A hacker has obtained sensitive information on Australian spy planes and warships, after infiltrating a subcontracting firm with a hacking tool popular in China.
Australian defence intelligence has been compromised with a hacking tool understood to be popular in China.
The hacker obtained sensitive information on the government’s $14 billion investment on a new fleet of spy planes and naval warships.
It turns out the actor didn’t even have to exploit the vulnerability of this service. When it was set up it was set up with default credentials and they were never changed.
The Australian reports that the hacker had access to the data for three months — between July and November 2016 — before the Australian Signals Directorate (ASD) was alerted that an attacker had infiltrated the network of a 50-person aerospace engineering firm that subcontracts to the Department of Defence.
Mitchell Clarke, incident response manager at the ASD – the government’s main national security cyber spies – made the revelations at an Australian Information Security Association conference in Sydney yesterday.

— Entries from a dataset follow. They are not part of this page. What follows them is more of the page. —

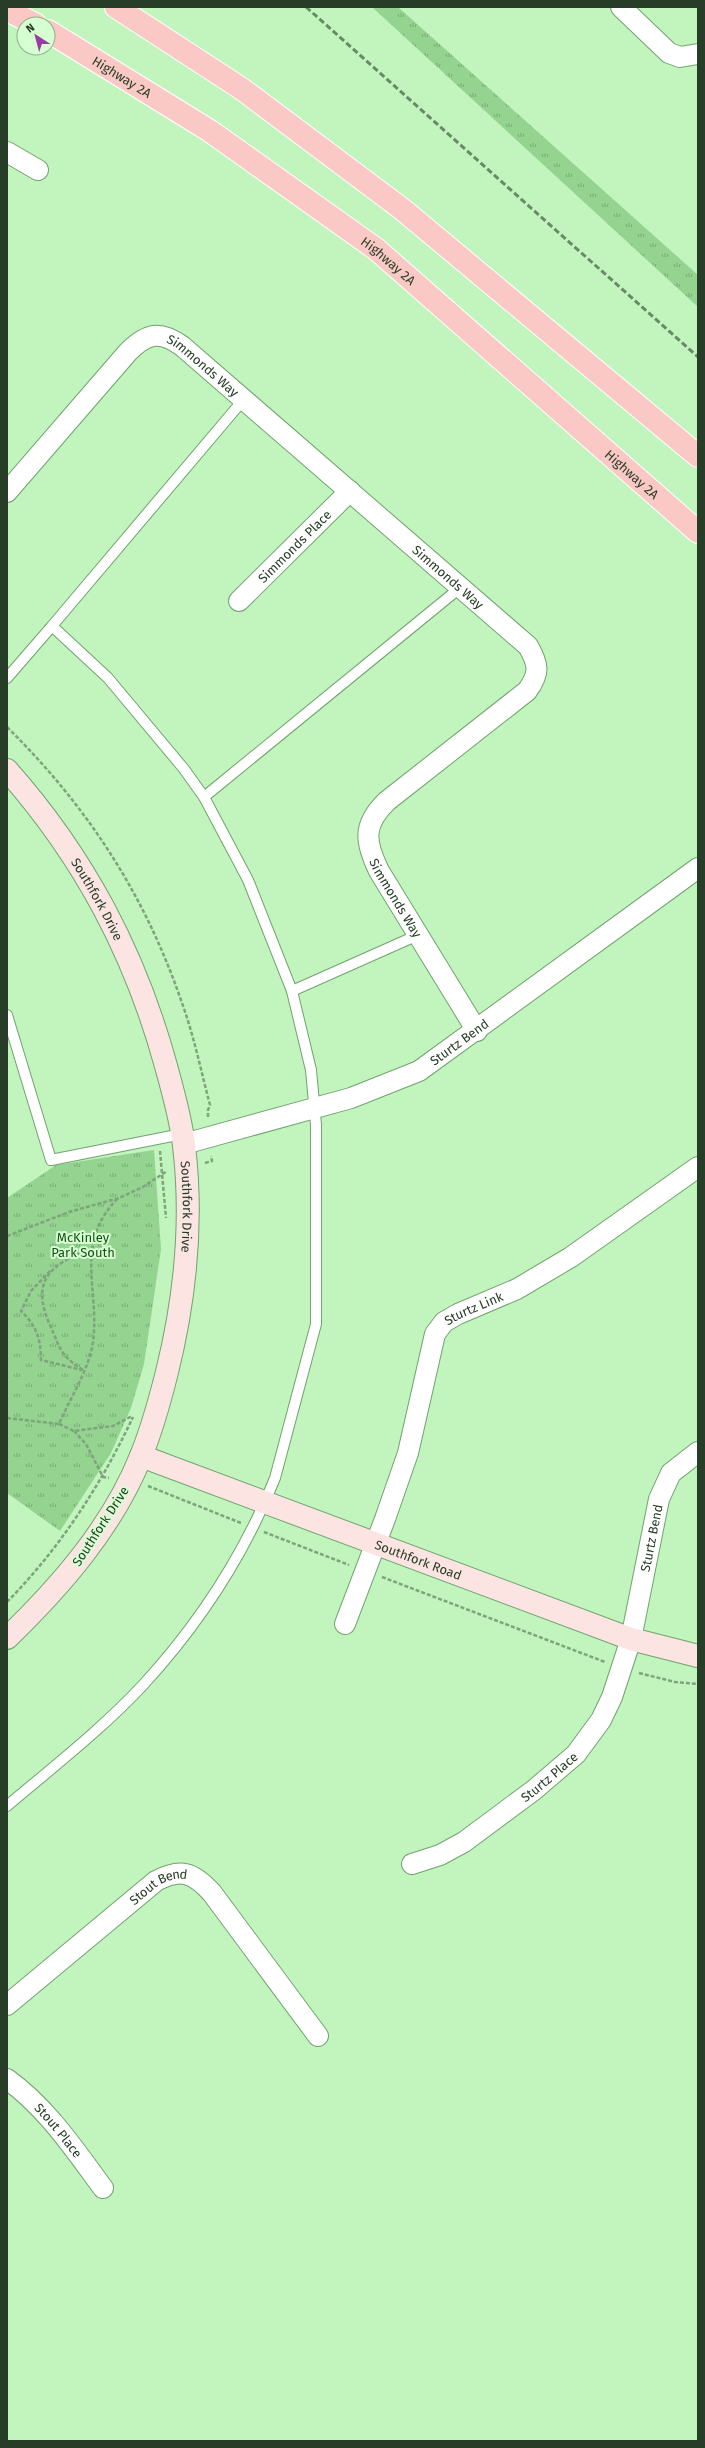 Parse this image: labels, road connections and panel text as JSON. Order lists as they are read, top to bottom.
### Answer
{
  "streets": {
    "main road": ["Highway 2A"],
    "street": [
      "Simmonds Way",
      "Simmonds Place",
      "Southfork Drive",
      "Sturtz Bend",
      "Sturtz Link",
      "Southfork Road",
      "Sturtz Place",
      "Stout Bend",
      "Stout Place"
    ]
  },
  "crossings": [
    ["Simmonds Way", "Simmonds Place"],
    ["Simmonds Way", "Sturtz Bend"],
    ["Southfork Drive", "Sturtz Bend"],
    ["Southfork Drive", "Southfork Road"],
    ["Sturtz Bend", "Southfork Road"],
    ["Sturtz Bend", "Sturtz Place"],
    ["Sturtz Link", "Southfork Road"],
    ["Southfork Road", "Sturtz Place"]
  ],
  "parks": ["McKinley Park South"],
  "north": "top left"
} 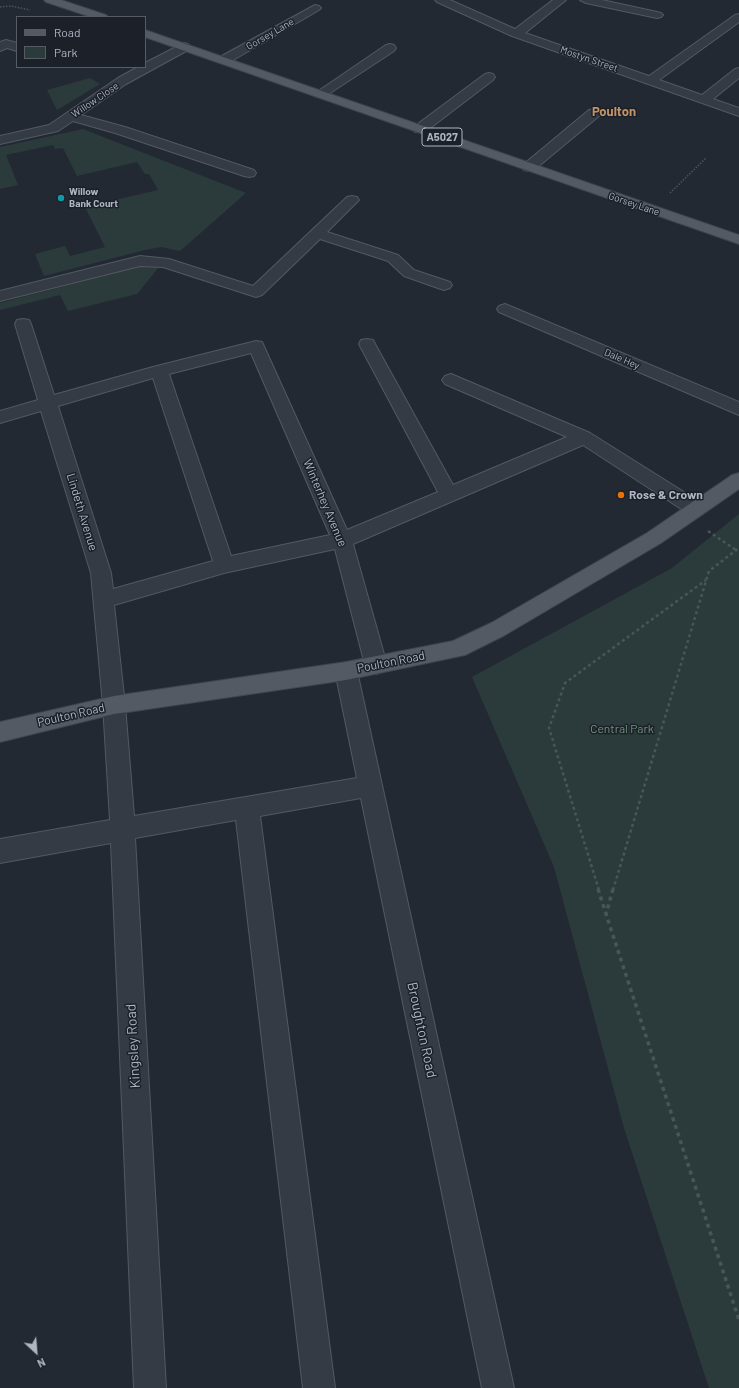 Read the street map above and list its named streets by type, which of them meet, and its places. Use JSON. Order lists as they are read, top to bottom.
{
  "streets": {
    "main road": ["Gorsey Lane", "A5027", "Poulton Road"],
    "street": [
      "Mostyn Street",
      "Willow Close",
      "Dale Hey",
      "Winterhey Avenue",
      "Lindeth Avenue",
      "Broughton Road",
      "Kingsley Road"
    ]
  },
  "crossings": [
    ["Gorsey Lane", "Willow Close"],
    ["Winterhey Avenue", "Poulton Road"],
    ["Lindeth Avenue", "Poulton Road"],
    ["Lindeth Avenue", "Kingsley Road"],
    ["Poulton Road", "Broughton Road"],
    ["Poulton Road", "Kingsley Road"]
  ],
  "districts": ["Poulton"],
  "parks": ["Central Park"],
  "places": ["Willow Bank Court", "Rose & Crown"],
  "legend": ["Road", "Park"],
  "north": "bottom right"
} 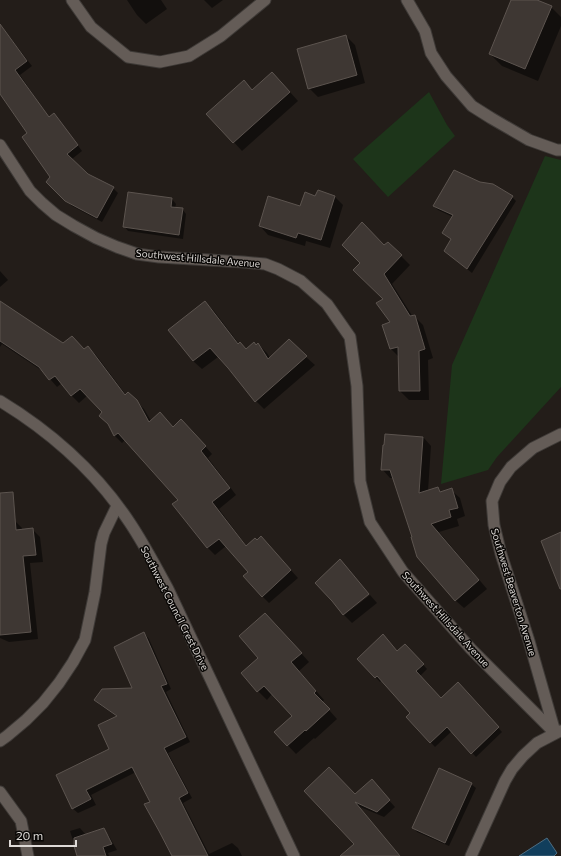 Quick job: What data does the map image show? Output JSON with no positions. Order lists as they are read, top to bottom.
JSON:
{
  "streets": {
    "street": ["Southwest Hillsdale Avenue", "Southwest Beaverton Avenue", "Southwest Council Crest Drive"]
  },
  "crossings": [
    ["Southwest Hillsdale Avenue", "Southwest Beaverton Avenue"]
  ],
  "scale_bar": "20 m"
} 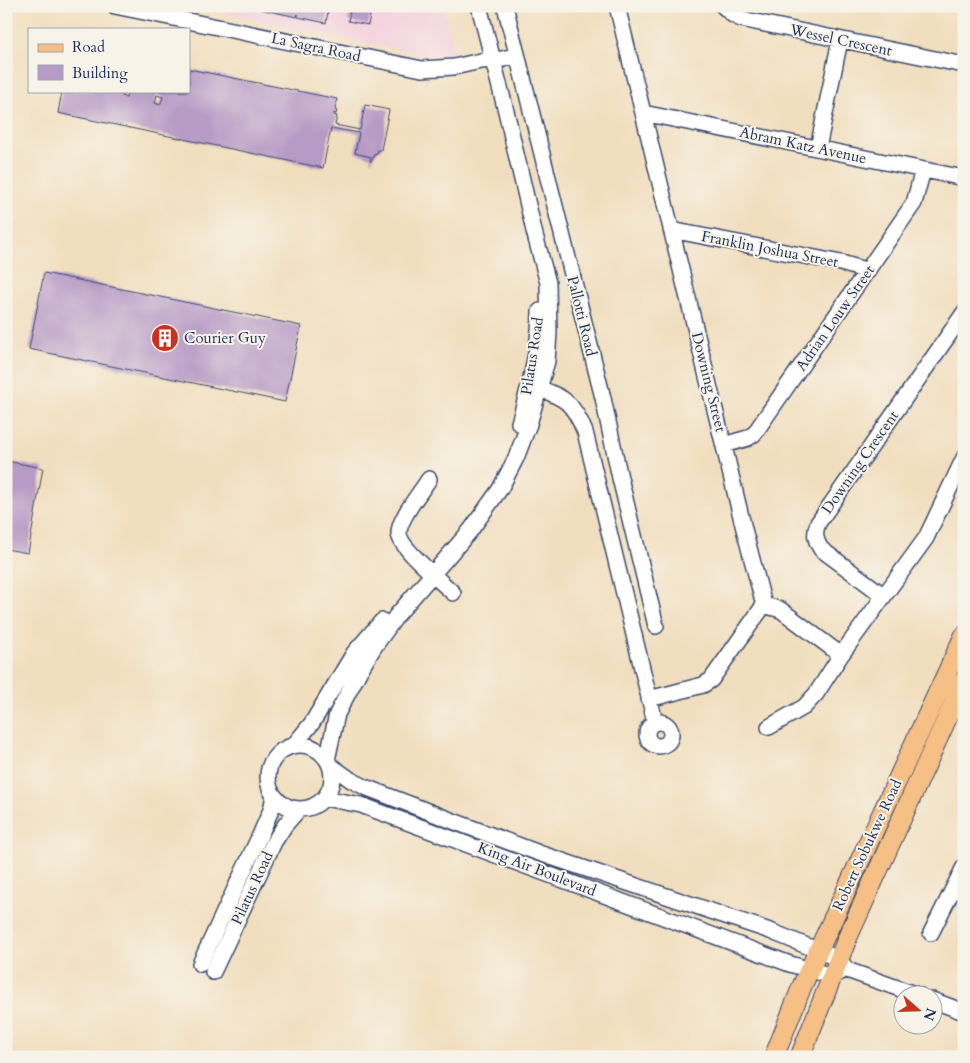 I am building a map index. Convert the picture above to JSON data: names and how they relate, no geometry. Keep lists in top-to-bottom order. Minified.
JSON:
{"streets":{"main road":["Robert Sobukwe Road"],"street":["Wessel Crescent","La Sagra Road","Abram Katz Avenue","Franklin Joshua Street","Pallotti Road","Adrian Louw Street","Pilatus Road","Downing Street","Downing Crescent","King Air Boulevard"]},"crossings":[["La Sagra Road","Pallotti Road"],["La Sagra Road","Pilatus Road"],["Abram Katz Avenue","Adrian Louw Street"],["Abram Katz Avenue","Downing Street"],["Franklin Joshua Street","Adrian Louw Street"],["Franklin Joshua Street","Downing Street"],["Adrian Louw Street","Downing Street"],["Pilatus Road","King Air Boulevard"],["Robert Sobukwe Road","King Air Boulevard"]],"places":{"building":["Courier Guy"]},"legend":["Road","Building"],"north":"right"} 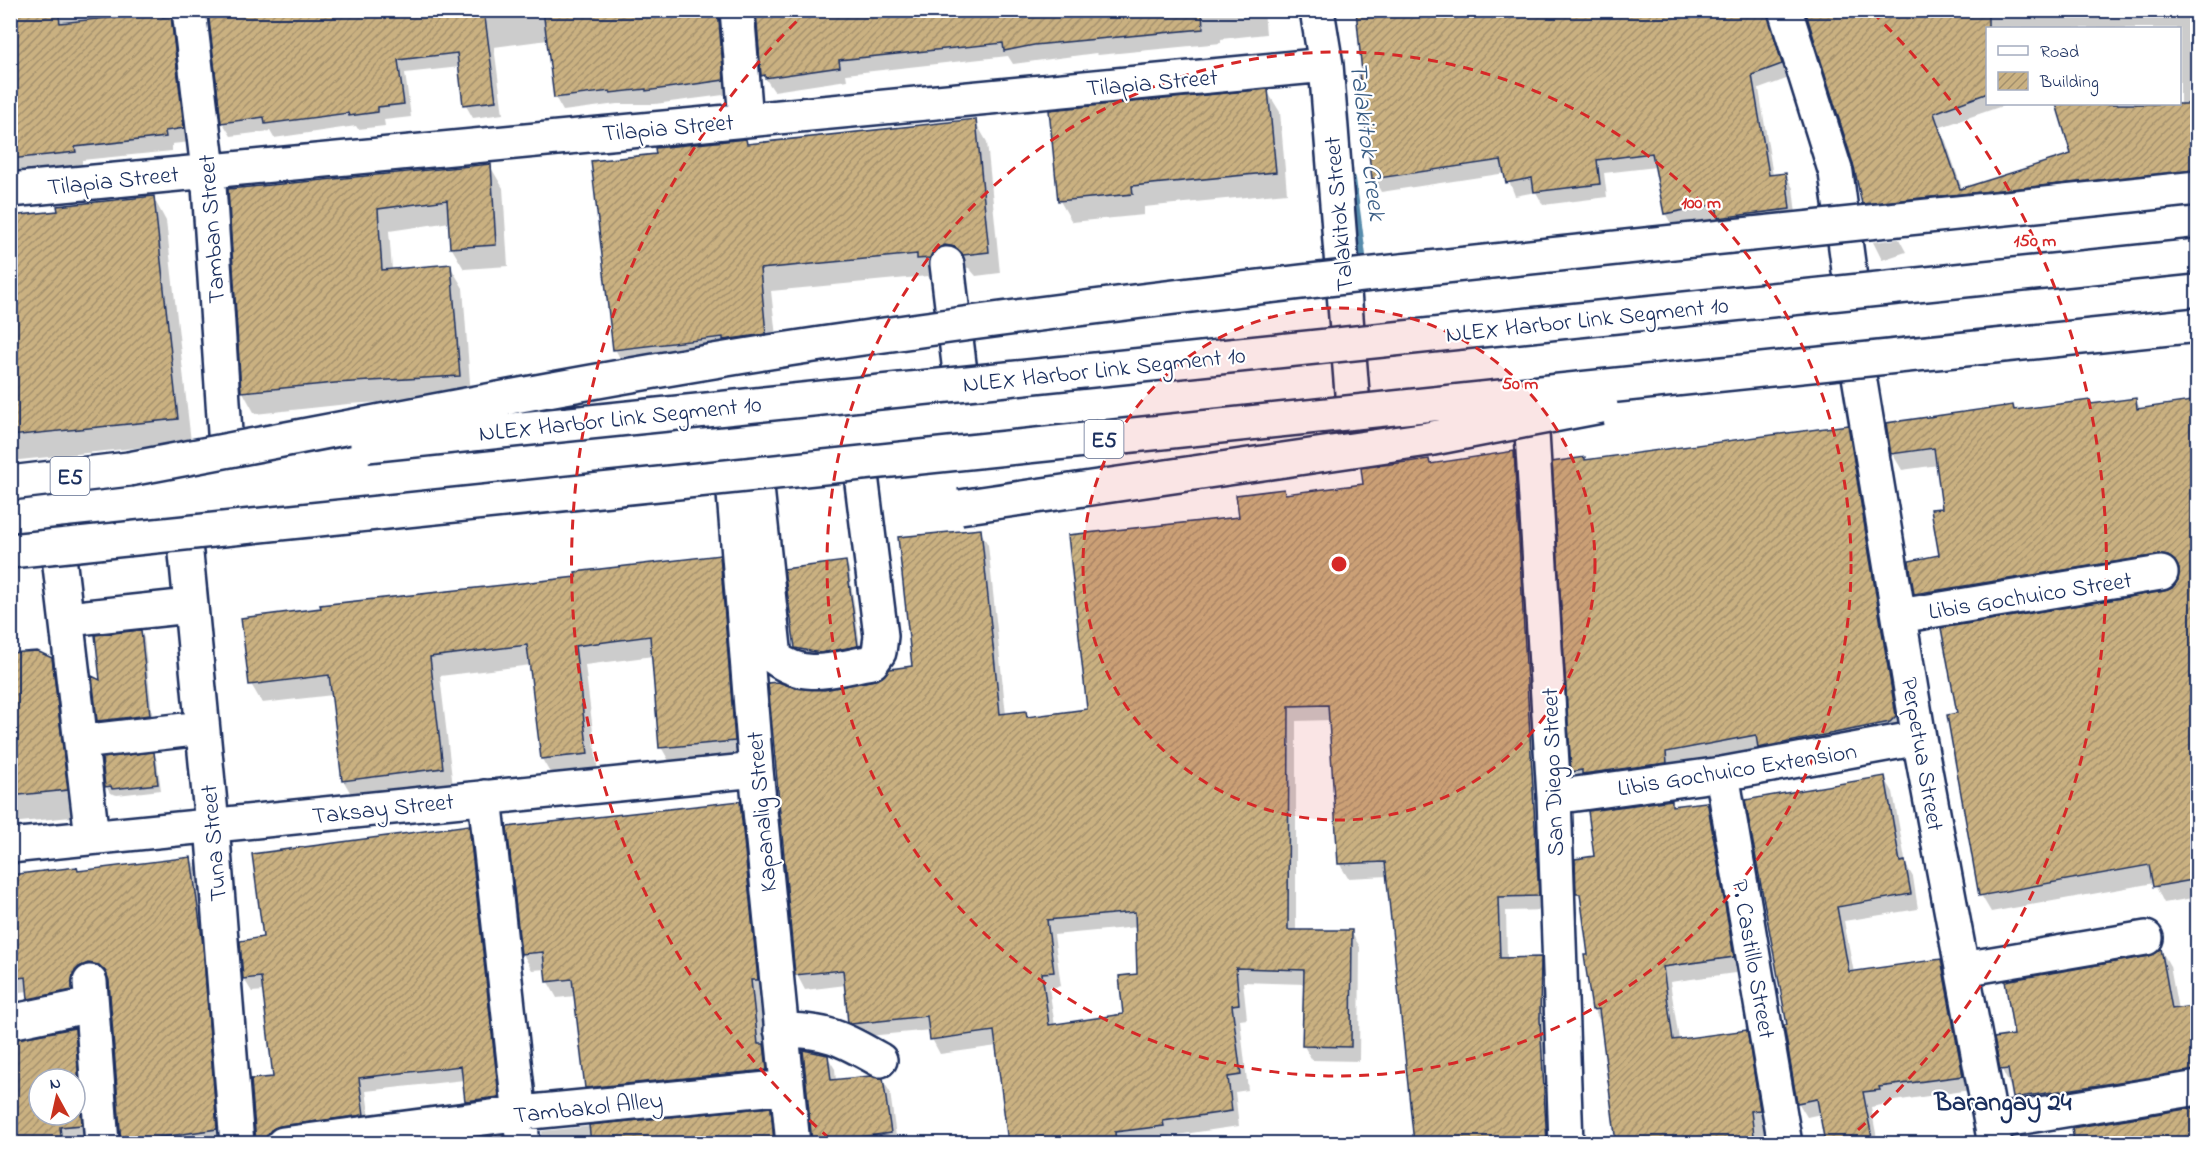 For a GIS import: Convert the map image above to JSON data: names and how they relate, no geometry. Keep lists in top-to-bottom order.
{
  "streets": {
    "main road": [
      "Tilapia Street",
      "Talakitok Street",
      "Tamban Street",
      "NLEX Harbor Link Segment 10",
      "E5",
      "Libis Gochuico Street",
      "Perpetua Street",
      "Libis Gochuico Extension",
      "San Diego Street",
      "Taksay Street",
      "Kapanalig Street",
      "Tuna Street",
      "P. Castillo Street",
      "Tambakol Alley"
    ]
  },
  "crossings": [
    ["Tilapia Street", "Talakitok Street"],
    ["Tilapia Street", "Tamban Street"],
    ["Libis Gochuico Street", "Perpetua Street"],
    ["Perpetua Street", "Libis Gochuico Extension"],
    ["Libis Gochuico Extension", "San Diego Street"],
    ["Libis Gochuico Extension", "P. Castillo Street"],
    ["Taksay Street", "Kapanalig Street"],
    ["Taksay Street", "Tuna Street"],
    ["Kapanalig Street", "Tambakol Alley"]
  ],
  "districts": ["Barangay 24"],
  "water": ["Talakitok Creek"],
  "legend": ["Road", "Building"],
  "north": "top",
  "rings": ["100 m", "150 m", "50 m"]
} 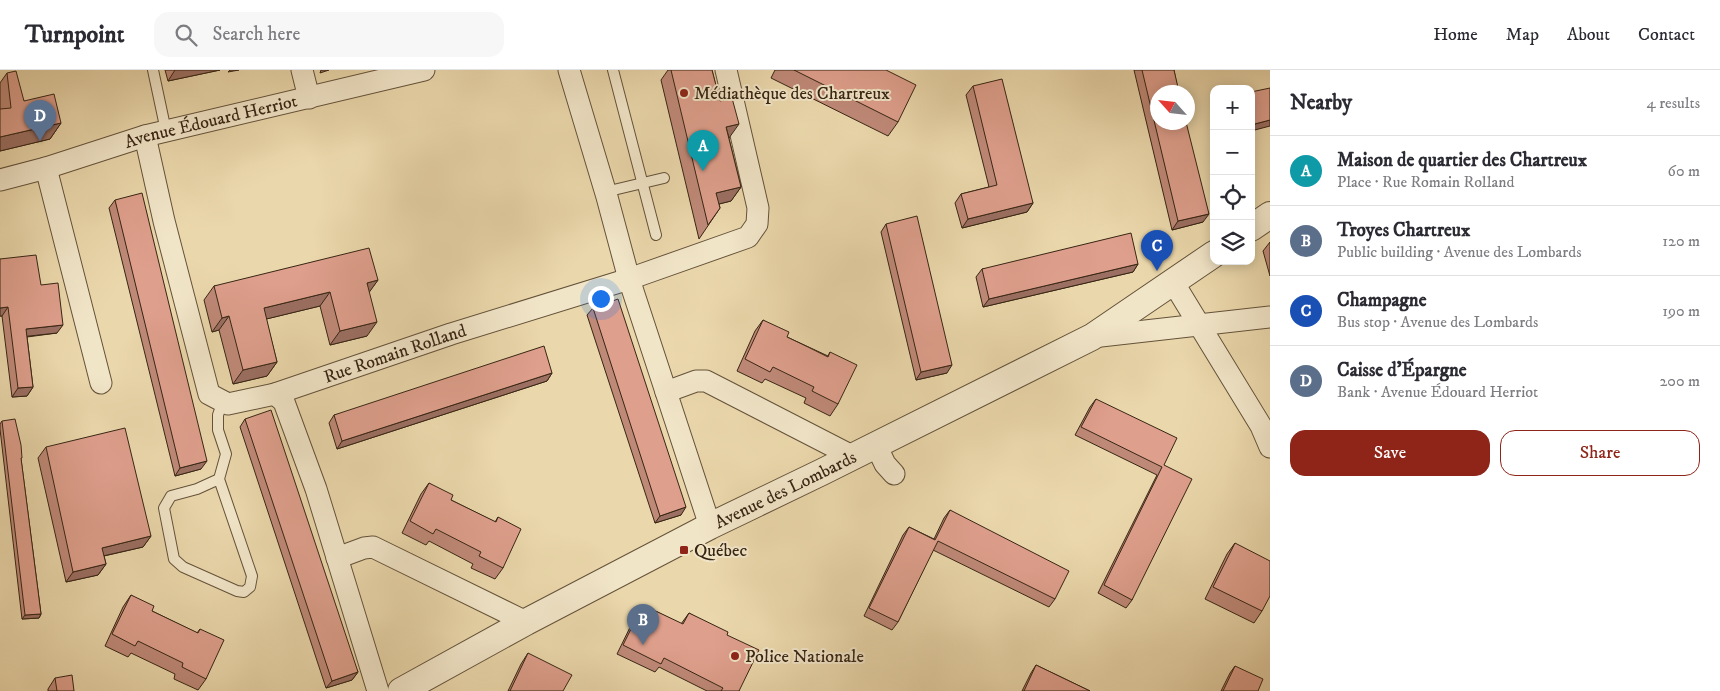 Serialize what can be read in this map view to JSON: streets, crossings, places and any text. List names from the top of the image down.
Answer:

Mr Clarke explained that the ASD had codenamed the hacker ‘Alf’ after the iconic Australian Home and Away character played by Ray Meagher, but that betrays the seriousness of the matter, with Mr Clarke reporting that Alf stole 30 gigabytes of the restricted intelligence.
He said “the compromise was extensive and extreme”, however a spokesperson for the Australian Cyber Security Centre said it was not classified information.
“That ITAR data included information on the the [F-35] Joint Strike Fighters, the C-130, the P-8 Poseidon, the JDAM –that’s a smart bomb – and a few Australian naval vessels,” Mr Clarke said, according to a copy of the audio provided by freelance technology journalist Stilgherrian, who first reported the story.
Mr Clarke labelled the subcontracting firm as “sloppy”, saying one IT employee who had only been in the job for nine months was tasked with the security.
“It turns out the actor didn’t even have to exploit the vulnerability of this service. When it was set up it was set up with default credentials and they were never changed.”
He indicated the hackers could have been a criminal group or state-sponsored hackers. He said they used a hacking tool called China Chopper, which is reportedly widely used by Chinese hackers.
Explaining the sensitivity of the stolen documents, Mr Clarke revealed: “We found one document [that] was like a Y-diagram of one of the Navy’s new ships and you could zoom in down the captain’s chair and see that it’s one metre away from the nav [navigation] chair and that sort of thing.”
This comes after news broke this week that US-South Korean intelligence had been stolen, possibly by North Korean hacker.